13 Replies Latest reply: Feb 6, 2014 8:25 AM by Thomas Jensen RSS

    flat table structur to star schema



      I wanna know what the best practices is to make a star schema in qlikview when your start point is one big flat table?


      Eg I have this table loaded into qlikview:




      When is the best practices to split this up in Dimensions and facts?


      Lets say i want to create a ShopDimension And a CustomerDimension and a DateDimension


      Would i then resident load from the big table and just make a surrogate key? Or what do you mean is the best?

        • Re: flat table structur to star schema

          Hi Thomas


          Actually, your flat table structure might work better than star schema in QlikView. Qlikview, when it creates the tables in its memory via the script actually stores information in each table as bits and lookups - this is one of the ways it can reduce the size of the data. See this article here for more information.




          Creating an id code and a lookup for an text field may actually use more memory than just leaving the text field in as QV has to create a "lookup" for the text, and then an additional "lookup" for the Code rather than just the one.


          Because of this, often calculations work quicker if the components are all in the same table, rather reaching across lookup tables.


          However obviously this depends on the rest of the data loaded, if you want to add more information to the lookups etc then this might not be the case.




          After loading in the big table, you can create a lookup by loading resident from it, and using DISTINCT to get the distinct values:


          LookupTable: Load distinct ShopID,ShopName resident BigTable;


          This should be quicker than loading from source, as Qlikview will already have it in its memory.



          • Re: flat table structur to star schema
            Peter Cammaert

            I subscribe to Erica's first suggestion.

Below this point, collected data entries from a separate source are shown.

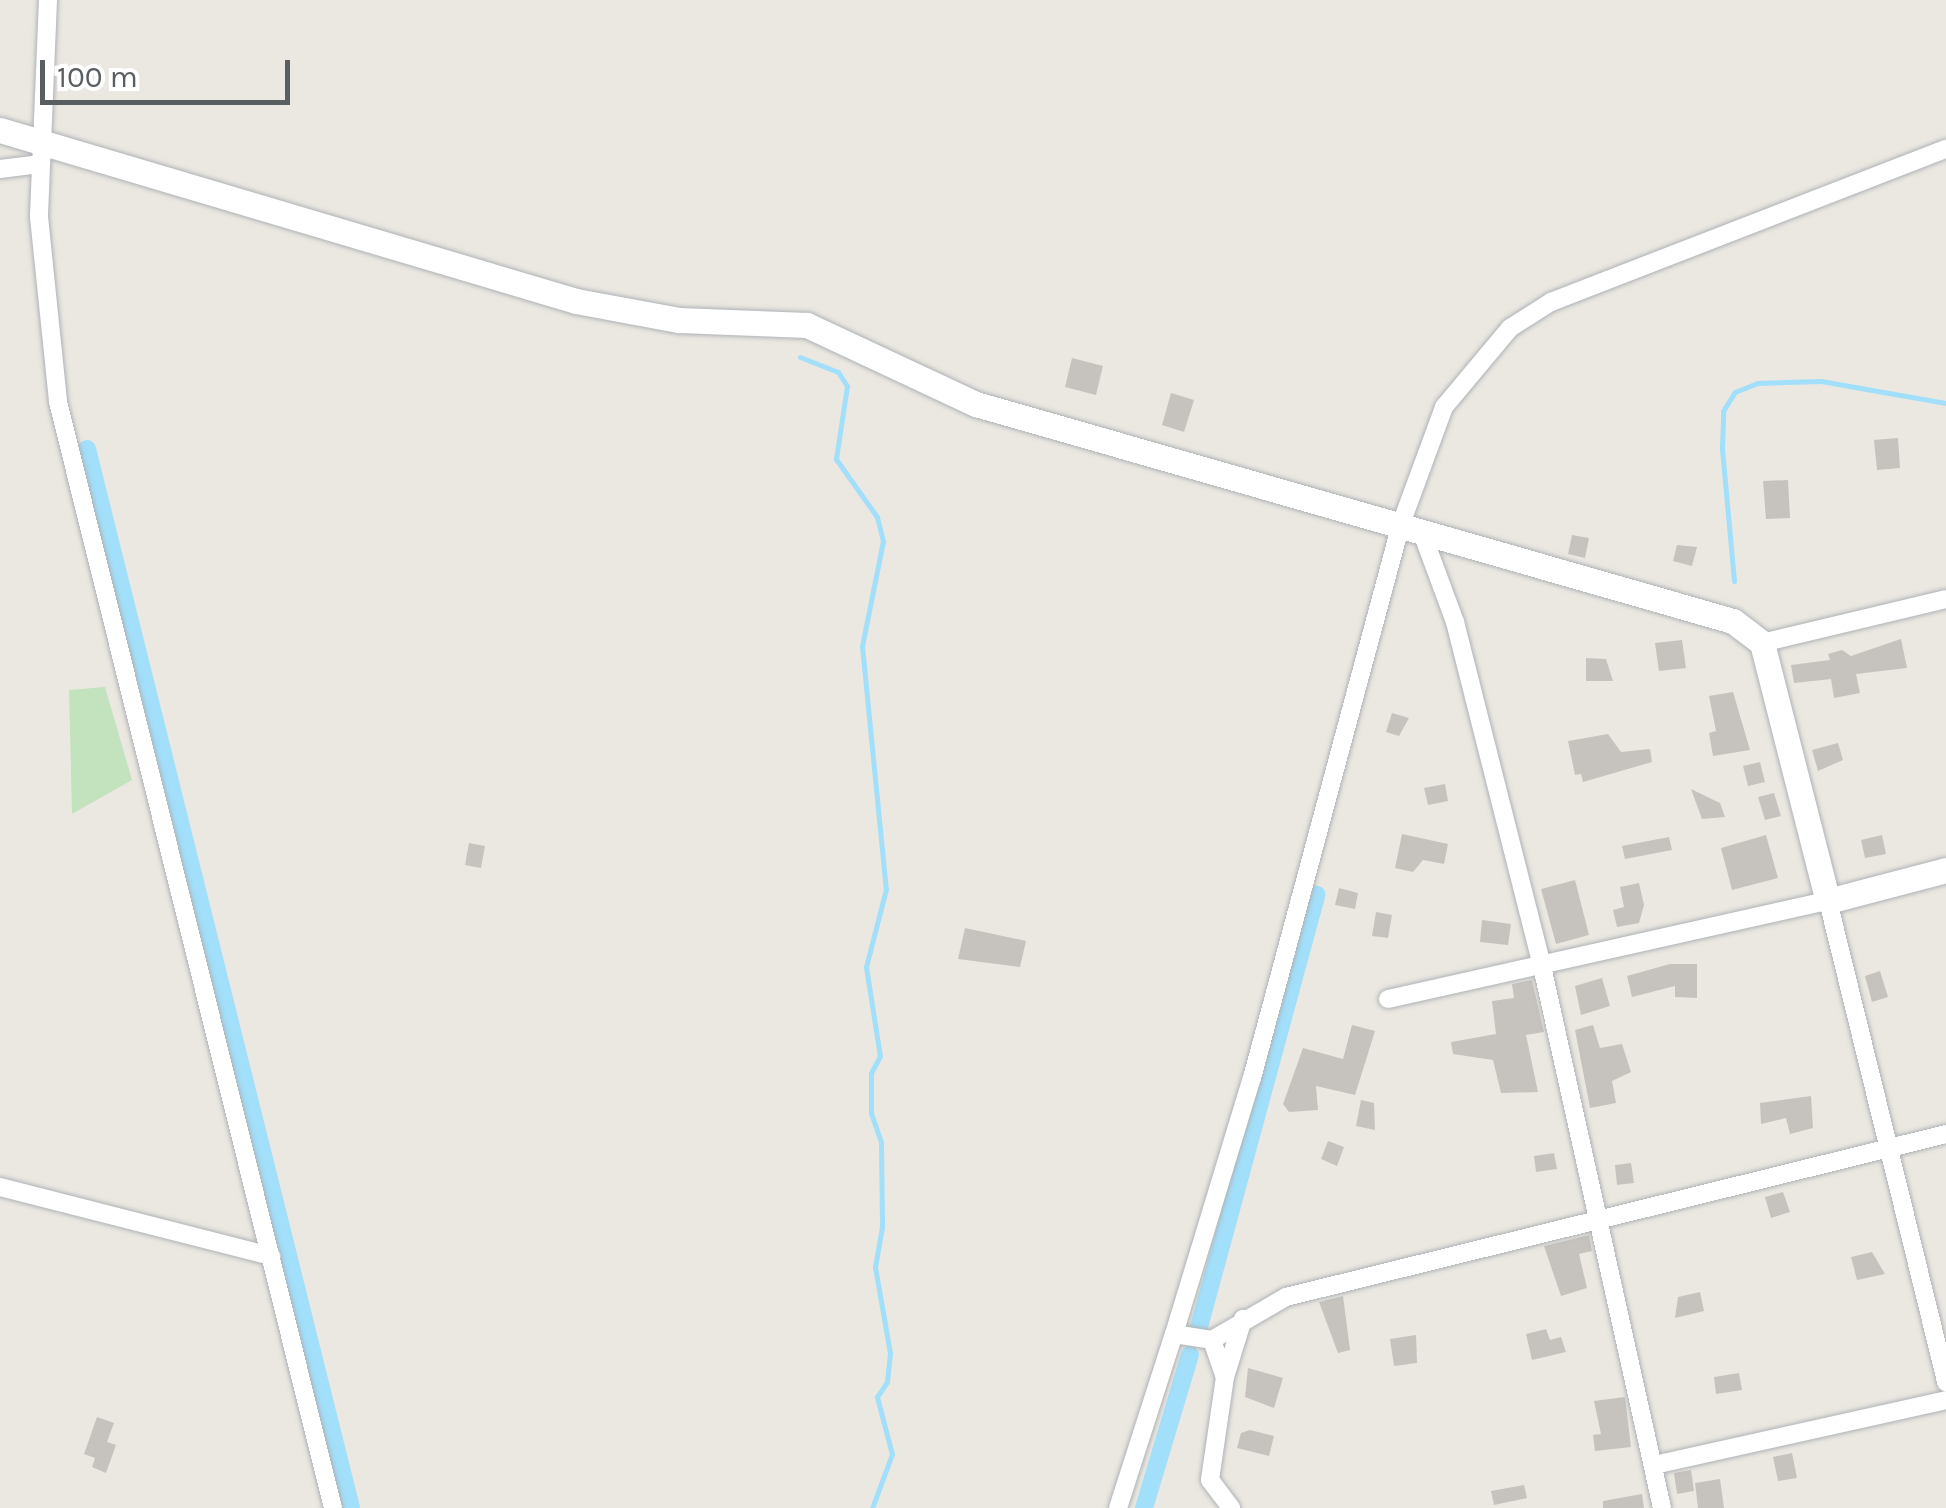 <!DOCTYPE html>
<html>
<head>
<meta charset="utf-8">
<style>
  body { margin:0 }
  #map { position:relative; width:1946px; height:1508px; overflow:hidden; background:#ebe8e1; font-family:Karla,sans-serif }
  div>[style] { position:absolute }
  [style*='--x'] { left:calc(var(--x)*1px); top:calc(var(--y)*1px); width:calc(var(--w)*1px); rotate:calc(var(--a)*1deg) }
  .green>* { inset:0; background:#c3e2be }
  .stream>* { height:5px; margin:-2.5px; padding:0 2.5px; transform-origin:2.5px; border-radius:2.5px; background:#a2dffa }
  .canal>* { height:18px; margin:-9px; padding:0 9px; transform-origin:9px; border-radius:9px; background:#a2dffa }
  .building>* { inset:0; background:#c6c3be }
  .roads { filter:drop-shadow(0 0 2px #aeb2b6) drop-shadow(0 0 2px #aeb2b6) }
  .street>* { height:18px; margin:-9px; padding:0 9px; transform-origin:9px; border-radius:9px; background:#fff }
  .secondary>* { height:25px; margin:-12.5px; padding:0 12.5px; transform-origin:12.5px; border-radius:12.5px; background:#fff }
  span { translate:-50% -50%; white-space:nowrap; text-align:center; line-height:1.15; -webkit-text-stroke:8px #fff; paint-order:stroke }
  .scale { position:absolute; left:40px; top:60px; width:250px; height:45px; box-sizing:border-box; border:5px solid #595e61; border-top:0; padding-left:12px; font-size:30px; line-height:35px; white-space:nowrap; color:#595e61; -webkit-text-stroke:8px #fff; paint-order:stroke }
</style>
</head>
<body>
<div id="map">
  <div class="green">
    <i style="clip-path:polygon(105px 687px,132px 780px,72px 814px,69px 690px)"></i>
  </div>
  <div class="stream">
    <i style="--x:800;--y:357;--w:41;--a:21.5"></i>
    <i style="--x:838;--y:372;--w:17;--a:57"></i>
    <i style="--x:847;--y:386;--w:74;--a:98.6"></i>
    <i style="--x:836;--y:459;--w:71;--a:54.7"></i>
    <i style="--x:877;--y:517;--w:25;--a:76"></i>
    <i style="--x:883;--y:541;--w:107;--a:101.3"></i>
    <i style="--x:862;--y:646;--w:244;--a:84.4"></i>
    <i style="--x:886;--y:889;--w:81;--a:104.4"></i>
    <i style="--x:866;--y:967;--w:90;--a:81.1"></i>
    <i style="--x:880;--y:1056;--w:19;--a:118"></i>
    <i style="--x:871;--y:1073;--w:40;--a:90"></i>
    <i style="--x:871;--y:1113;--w:31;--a:71"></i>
    <i style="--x:881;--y:1142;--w:85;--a:89.3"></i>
    <i style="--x:882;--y:1227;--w:41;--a:99.9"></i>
    <i style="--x:875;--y:1267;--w:87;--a:80.1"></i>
    <i style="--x:890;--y:1353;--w:29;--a:96"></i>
    <i style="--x:887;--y:1382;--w:18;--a:124"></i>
    <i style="--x:877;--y:1397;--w:59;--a:75.3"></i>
    <i style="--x:892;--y:1454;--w:58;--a:110.3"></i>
    <i style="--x:1734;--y:581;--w:134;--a:-95.2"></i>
    <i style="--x:1722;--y:448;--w:37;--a:-88"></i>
    <i style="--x:1723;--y:411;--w:22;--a:-58"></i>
    <i style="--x:1735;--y:392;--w:24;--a:-22"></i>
    <i style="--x:1757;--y:383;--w:64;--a:-1.8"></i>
    <i style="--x:1821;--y:381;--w:127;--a:10"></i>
  </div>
  <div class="canal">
    <i style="--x:87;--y:449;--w:1091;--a:76"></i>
    <i style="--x:1199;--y:1327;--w:448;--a:-74.8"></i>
    <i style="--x:1144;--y:1508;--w:160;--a:-73.3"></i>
  </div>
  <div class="building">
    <i style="clip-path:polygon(1072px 358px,1103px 366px,1096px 395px,1065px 387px)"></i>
    <i style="clip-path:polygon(1171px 393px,1194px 400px,1184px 432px,1162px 425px)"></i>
    <i style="clip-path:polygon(1898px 438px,1900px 468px,1877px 470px,1874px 440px)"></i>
    <i style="clip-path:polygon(1788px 480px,1790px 518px,1766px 519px,1763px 481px)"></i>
    <i style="clip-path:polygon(1572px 535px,1589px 538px,1585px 558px,1568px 554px)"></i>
    <i style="clip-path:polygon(1677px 545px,1697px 547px,1692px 566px,1673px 561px)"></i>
    <i style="clip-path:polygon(1901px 639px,1907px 668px,1856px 674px,1860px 693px,1834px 698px,1831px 679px,1794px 683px,1791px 665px,1830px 660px,1828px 654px,1842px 650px,1851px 656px)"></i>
    <i style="clip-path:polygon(1682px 640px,1686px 668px,1659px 671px,1655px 643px)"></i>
    <i style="clip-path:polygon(1586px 658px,1606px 659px,1613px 681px,1586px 681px)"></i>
    <i style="clip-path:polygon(1733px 692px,1750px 750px,1713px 756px,1709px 733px,1716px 731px,1709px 696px)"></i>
    <i style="clip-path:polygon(1392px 713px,1409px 718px,1399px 736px,1386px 732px)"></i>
    <i style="clip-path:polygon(1608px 734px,1621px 752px,1650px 749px,1652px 762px,1583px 782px,1581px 774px,1575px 775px,1568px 741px)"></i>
    <i style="clip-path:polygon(1838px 743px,1843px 760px,1818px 771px,1812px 750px)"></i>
    <i style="clip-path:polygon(1760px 762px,1765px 782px,1748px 786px,1743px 766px)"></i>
    <i style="clip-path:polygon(1445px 784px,1448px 801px,1428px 805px,1424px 788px)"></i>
    <i style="clip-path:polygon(1691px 789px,1720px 803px,1725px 817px,1702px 819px)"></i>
    <i style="clip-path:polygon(1774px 793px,1781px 816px,1765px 820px,1758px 797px)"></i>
    <i style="clip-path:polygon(1402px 834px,1448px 844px,1444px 864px,1423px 860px,1413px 872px,1395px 868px)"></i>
    <i style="clip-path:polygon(1766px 835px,1778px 878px,1732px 890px,1721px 848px)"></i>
    <i style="clip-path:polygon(1882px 835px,1886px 854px,1865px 858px,1861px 840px)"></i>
    <i style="clip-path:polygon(1669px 837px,1672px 850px,1625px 859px,1622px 846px)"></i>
    <i style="clip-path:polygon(469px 843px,485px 846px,481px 868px,465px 865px)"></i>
    <i style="clip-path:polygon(1575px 880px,1589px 935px,1556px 944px,1541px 889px)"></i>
    <i style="clip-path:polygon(1639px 883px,1644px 905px,1639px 923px,1617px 927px,1613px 910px,1624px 907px,1620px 887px)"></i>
    <i style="clip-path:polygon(1339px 888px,1358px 893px,1355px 909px,1335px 905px)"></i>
    <i style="clip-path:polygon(1376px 912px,1392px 915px,1388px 938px,1372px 936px)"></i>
    <i style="clip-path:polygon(1482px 920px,1511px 924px,1508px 945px,1480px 942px)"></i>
    <i style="clip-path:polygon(965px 928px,1026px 941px,1020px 967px,958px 959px)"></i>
    <i style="clip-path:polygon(1670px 964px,1697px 964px,1697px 998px,1675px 997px,1675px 986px,1632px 997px,1627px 976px)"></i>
    <i style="clip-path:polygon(1880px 971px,1888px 997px,1872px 1002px,1865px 976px)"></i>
    <i style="clip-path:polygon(1602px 978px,1610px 1006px,1581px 1015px,1575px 986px)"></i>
    <i style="clip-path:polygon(1532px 980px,1544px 1032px,1526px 1035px,1538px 1092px,1501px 1093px,1493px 1060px,1453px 1054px,1451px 1042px,1496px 1034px,1492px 1001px,1514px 998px,1512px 984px)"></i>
    <i style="clip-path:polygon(1352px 1025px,1375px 1031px,1355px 1095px,1316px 1086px,1318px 1110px,1289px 1112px,1283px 1104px,1303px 1048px,1343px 1059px)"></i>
    <i style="clip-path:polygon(1593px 1025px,1600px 1048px,1622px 1044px,1631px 1072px,1612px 1081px,1616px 1103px,1590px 1108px,1575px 1030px)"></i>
    <i style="clip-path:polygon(1811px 1096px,1813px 1128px,1790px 1134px,1786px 1118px,1761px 1124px,1760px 1103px)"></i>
    <i style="clip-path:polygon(1361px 1100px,1374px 1103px,1375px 1130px,1356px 1126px)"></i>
    <i style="clip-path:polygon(1328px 1141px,1344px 1147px,1337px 1166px,1321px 1159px)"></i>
    <i style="clip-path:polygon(1554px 1153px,1557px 1169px,1536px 1172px,1534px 1156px)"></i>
    <i style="clip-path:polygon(1631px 1163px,1634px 1183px,1617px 1185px,1615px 1165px)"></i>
    <i style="clip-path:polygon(1783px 1192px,1790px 1212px,1771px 1218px,1765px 1197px)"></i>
    <i style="clip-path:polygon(1589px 1235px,1592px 1251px,1579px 1254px,1587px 1288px,1561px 1296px,1544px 1246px)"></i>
    <i style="clip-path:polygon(1872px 1252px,1885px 1274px,1857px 1280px,1851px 1257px)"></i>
    <i style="clip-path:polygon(1700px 1292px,1704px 1311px,1675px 1318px,1678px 1297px)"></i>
    <i style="clip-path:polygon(1343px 1296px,1350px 1350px,1338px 1353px,1319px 1302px)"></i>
    <i style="clip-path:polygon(1546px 1329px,1550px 1340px,1561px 1337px,1566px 1352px,1532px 1360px,1526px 1334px)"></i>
    <i style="clip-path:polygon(1416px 1335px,1417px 1363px,1394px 1366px,1390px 1339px)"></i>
    <i style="clip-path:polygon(1248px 1368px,1283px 1378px,1274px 1408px,1245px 1397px)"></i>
    <i style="clip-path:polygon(1739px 1373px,1742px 1390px,1716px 1394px,1714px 1377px)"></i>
    <i style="clip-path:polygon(1625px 1397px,1631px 1447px,1595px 1451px,1593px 1435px,1601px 1434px,1594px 1401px)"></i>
    <i style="clip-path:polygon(97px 1417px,114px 1423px,107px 1442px,116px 1445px,106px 1473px,92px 1467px,95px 1458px,84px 1454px)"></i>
    <i style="clip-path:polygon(1250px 1430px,1274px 1436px,1269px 1456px,1237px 1448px,1241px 1433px)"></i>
    <i style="clip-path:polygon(1792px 1453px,1797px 1478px,1778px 1481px,1773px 1457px)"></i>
    <i style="clip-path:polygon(1691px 1470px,1694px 1491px,1677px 1494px,1674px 1473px)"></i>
    <i style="clip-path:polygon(1720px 1479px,1724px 1508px,1698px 1508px,1695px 1483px)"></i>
    <i style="clip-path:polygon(1524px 1485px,1527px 1498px,1494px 1505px,1491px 1491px)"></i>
    <i style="clip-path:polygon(1642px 1494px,1644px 1508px,1603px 1508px,1603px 1501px)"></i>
  </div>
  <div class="roads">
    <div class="street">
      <i style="--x:48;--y:0;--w:217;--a:92.4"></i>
      <i style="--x:39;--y:217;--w:186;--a:84.1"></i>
      <i style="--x:58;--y:402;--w:1140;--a:76.04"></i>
      <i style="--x:0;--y:169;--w:38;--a:-7"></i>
      <i style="--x:1421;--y:530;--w:98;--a:69.7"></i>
      <i style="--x:1455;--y:622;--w:351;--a:75.8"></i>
      <i style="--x:1541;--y:962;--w:559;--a:77.5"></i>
      <i style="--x:1762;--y:643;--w:189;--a:-13.4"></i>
      <i style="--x:1388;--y:999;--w:451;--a:-12.6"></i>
      <i style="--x:1828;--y:901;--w:496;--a:76.2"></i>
      <i style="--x:0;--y:1187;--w:280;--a:14.3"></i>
      <i style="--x:1174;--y:1334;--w:268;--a:-73.1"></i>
      <i style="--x:1252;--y:1078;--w:574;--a:-74.95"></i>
      <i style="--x:1401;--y:524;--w:125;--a:-69.8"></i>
      <i style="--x:1444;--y:407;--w:103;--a:-50.1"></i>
      <i style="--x:1510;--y:328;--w:49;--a:-32.4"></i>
      <i style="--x:1551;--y:302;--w:424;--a:-21.2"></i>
      <i style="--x:1212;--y:1340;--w:39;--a:71"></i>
      <i style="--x:1225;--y:1377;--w:104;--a:98.3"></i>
      <i style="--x:1210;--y:1480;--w:35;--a:53"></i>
      <i style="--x:1225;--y:1377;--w:61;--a:-72.8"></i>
      <i style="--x:1654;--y:1465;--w:299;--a:-12.5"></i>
      <i style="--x:1118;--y:1508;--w:183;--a:-72.2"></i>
      <i style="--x:1174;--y:1334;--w:38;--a:9"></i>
      <i style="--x:1212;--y:1340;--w:86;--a:-30.2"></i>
      <i style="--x:1286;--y:1297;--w:680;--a:-13.87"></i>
    </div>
    <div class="secondary">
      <i style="--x:0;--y:130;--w:601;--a:16.53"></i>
      <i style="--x:576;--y:301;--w:105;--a:10.5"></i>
      <i style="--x:679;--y:320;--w:128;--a:2.2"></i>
      <i style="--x:807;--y:325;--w:187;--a:25.1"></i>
      <i style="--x:976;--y:404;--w:787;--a:16"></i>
      <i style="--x:1733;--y:621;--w:36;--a:37"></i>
      <i style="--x:1762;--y:643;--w:266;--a:75.7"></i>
      <i style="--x:1828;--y:901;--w:122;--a:-14.7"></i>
    </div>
  </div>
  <div class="scale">100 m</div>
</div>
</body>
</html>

Leave everything in this one big table, and your performance will be excellent because no associative links need to be traced. Dimensions will operate just the same, whether in a separate table or embedded in the Facts table.


            Only one exception: you may want to create a Master Calendar for your CreateDate field, as there may be holes in that field.


            But this is only a starting point, you were saying?





              • Re: flat table structur to star schema

                My table consists of 1.7 billions rows of transactions.


                My createdate should be my key to the my Mastercalendar (Maybe ill create a new key in the table without timestamp and so on) - What do you think the best solution would be?


                And yes this is only a start point. This one big table contains most of the data needed, but later on there can be a new table that might need to be joined on or something else.

                  • Re: flat table structur to star schema

                    Master calendars are great ideas and there is  alot of guidance on the community.


                    Also check out the autonumber() functions when you are creating keys for this as this is a compact way to create a key in QV

                      • Re: flat table structur to star schema

                        Yes - The calendar part i got covered


                        Ill sure have to look into how i do lookups and how i get the key in my "bigfacttable" instead of the real value.


                        maybe a load of the big table


                        distinct some values into a dimension


                        make lookup from dimension and big table and create a new "big table" and then drop the first 1 so that the new big table only consists of maybe values and keys.

                      • Re: flat table structur to star schema
                        Peter Cammaert



                        To make sure that your end-users still say hello to you in the morning, consider choosing from the following:

                        • Aggregate whatever can be aggregated, and drop the historical records that nobody needs, or
                        • Take an opportunistic view to the data model, and use whatever gives you acceptable performance. For instance, do a comparison by testing a single table-model against a multiple table model with say 10 mio rows.


                        Indeed, a standard Master Calendar can be built and coupled to the transaction table by loading Floor([CreateDate]) AS CreateDate. If the design doesn't need a day level calendar, reduce granularity to YearMonth or YearQuarter.



                          • Re: flat table structur to star schema

                            Haha - We have discussed level of aggregation and sadly we need every thing on transactionlevel.


                            But good idea to try and split the data into large segments to see whether it would perform better. Maybe even split it out to serverel qvw documents? and then combine it into a qvd load. However i only need to do full load once, the rest can be incremental load.